***** Dataset excerpts
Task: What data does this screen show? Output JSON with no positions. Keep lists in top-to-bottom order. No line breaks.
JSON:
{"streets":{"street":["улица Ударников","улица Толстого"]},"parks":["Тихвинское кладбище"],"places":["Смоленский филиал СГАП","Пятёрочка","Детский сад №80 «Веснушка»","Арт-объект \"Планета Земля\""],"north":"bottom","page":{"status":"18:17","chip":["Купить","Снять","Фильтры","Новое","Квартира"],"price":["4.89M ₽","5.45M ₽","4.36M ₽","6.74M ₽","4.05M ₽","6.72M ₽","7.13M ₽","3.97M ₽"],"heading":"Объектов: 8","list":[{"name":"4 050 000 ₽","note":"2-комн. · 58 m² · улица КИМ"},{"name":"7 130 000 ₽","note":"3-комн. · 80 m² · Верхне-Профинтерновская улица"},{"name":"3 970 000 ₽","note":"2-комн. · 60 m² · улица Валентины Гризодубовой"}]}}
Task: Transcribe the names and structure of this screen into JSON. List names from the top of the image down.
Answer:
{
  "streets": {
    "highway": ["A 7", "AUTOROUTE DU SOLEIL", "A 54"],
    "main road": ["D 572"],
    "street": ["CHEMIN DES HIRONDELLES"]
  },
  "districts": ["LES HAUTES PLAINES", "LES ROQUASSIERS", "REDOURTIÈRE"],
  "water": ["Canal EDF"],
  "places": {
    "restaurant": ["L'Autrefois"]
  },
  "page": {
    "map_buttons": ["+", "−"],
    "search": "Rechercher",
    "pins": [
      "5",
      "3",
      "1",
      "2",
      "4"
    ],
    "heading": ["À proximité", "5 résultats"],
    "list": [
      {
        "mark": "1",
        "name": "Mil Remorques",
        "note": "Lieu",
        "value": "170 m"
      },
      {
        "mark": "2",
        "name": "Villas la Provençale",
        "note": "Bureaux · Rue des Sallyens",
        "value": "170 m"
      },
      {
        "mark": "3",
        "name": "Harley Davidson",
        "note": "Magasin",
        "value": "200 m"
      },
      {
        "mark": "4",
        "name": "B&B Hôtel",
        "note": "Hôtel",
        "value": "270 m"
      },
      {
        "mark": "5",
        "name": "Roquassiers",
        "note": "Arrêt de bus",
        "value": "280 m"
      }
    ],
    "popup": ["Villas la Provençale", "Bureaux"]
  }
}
**********
Write out, unaltered, the lines from the opening of the listing through the line that includes "Task: Transcribe the".

▶ **The completed task**
Task: What data does this screen show? Output JSON with no positions. Keep lists in top-to-bottom order. No line breaks.
JSON:
{"streets":{"street":["улица Ударников","улица Толстого"]},"parks":["Тихвинское кладбище"],"places":["Смоленский филиал СГАП","Пятёрочка","Детский сад №80 «Веснушка»","Арт-объект \"Планета Земля\""],"north":"bottom","page":{"status":"18:17","chip":["Купить","Снять","Фильтры","Новое","Квартира"],"price":["4.89M ₽","5.45M ₽","4.36M ₽","6.74M ₽","4.05M ₽","6.72M ₽","7.13M ₽","3.97M ₽"],"heading":"Объектов: 8","list":[{"name":"4 050 000 ₽","note":"2-комн. · 58 m² · улица КИМ"},{"name":"7 130 000 ₽","note":"3-комн. · 80 m² · Верхне-Профинтерновская улица"},{"name":"3 970 000 ₽","note":"2-комн. · 60 m² · улица Валентины Гризодубовой"}]}}
Task: Transcribe the names and structure of this screen into JSON. List names from the top of the image down.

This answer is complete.